What is the time complexity of preorder_to_bst()

(assume memory allocation consumes constant amount of time)
O(n)
O(n^2)
O(n^3)
O(nlogn)
That's right!

Applications

  • Storing data in a data-structure helps process it easily depending on type of processing. Let's say system would need to access tree after the process is restarted, in that case tree data might need to be written to a file. Tree data might need to be written sequentially using a traversal mechanism. When data needs to be represented in tree format again, method discussed in this article might be used.
  • There may be a need of transferring tree to other processes or even over network. In these cases, data is transmitted sequentially either via pipes or via sockets. Tree can be reconstructed on receiving end with the method discussed in this article efficiently as it uses no recursion.

Complexity

  • Time complexity of the algorithm is O(n2).
  • Space complexity of the algorithm is O(2n) - If there are n elements in the input array then, n amount of space might be consumed by stack and another n amount of space will be consumed by the tree itself.

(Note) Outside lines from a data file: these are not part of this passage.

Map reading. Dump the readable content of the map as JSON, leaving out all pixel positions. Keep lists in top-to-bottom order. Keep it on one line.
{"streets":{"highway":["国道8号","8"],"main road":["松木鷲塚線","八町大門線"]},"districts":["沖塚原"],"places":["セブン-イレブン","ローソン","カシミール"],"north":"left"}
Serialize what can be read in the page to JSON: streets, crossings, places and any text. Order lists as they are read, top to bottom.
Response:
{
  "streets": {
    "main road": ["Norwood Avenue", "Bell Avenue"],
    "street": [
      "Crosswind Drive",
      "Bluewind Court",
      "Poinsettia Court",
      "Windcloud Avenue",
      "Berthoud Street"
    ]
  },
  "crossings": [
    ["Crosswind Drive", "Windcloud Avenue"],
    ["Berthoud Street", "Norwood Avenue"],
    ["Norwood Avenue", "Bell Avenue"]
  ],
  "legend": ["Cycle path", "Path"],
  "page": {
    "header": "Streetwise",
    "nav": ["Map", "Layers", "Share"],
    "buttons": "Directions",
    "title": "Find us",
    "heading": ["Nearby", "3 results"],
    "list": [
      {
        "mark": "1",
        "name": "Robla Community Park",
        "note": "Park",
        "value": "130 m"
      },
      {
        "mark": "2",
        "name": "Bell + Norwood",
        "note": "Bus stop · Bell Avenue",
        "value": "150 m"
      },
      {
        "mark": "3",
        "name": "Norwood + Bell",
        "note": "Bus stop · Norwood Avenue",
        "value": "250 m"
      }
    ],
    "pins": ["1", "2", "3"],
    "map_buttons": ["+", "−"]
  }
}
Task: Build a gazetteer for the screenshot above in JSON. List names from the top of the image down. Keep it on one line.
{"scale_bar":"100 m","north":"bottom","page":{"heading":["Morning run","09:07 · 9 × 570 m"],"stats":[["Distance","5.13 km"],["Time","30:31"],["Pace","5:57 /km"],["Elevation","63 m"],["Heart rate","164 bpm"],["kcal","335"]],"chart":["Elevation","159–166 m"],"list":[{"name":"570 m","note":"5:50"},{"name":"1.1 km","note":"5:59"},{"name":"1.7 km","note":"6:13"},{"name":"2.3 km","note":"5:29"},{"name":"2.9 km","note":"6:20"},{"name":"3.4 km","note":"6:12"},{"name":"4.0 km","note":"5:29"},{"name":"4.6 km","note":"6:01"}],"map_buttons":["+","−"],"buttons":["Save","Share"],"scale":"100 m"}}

Readers are encouraged to improve the code and may be even the algorithm itself. One possible & simple improvement to the code would be to input array via command-line arguments, stdin, files and providing choice of selecting any of the method. To validate your improvements, please rebuild the input from a valid BST and never interchange array elements.


With this article at OpenGenus, you must have the complete idea of constructing Binary Search Tree (BST) from a given pre-order traversal. Enjoy.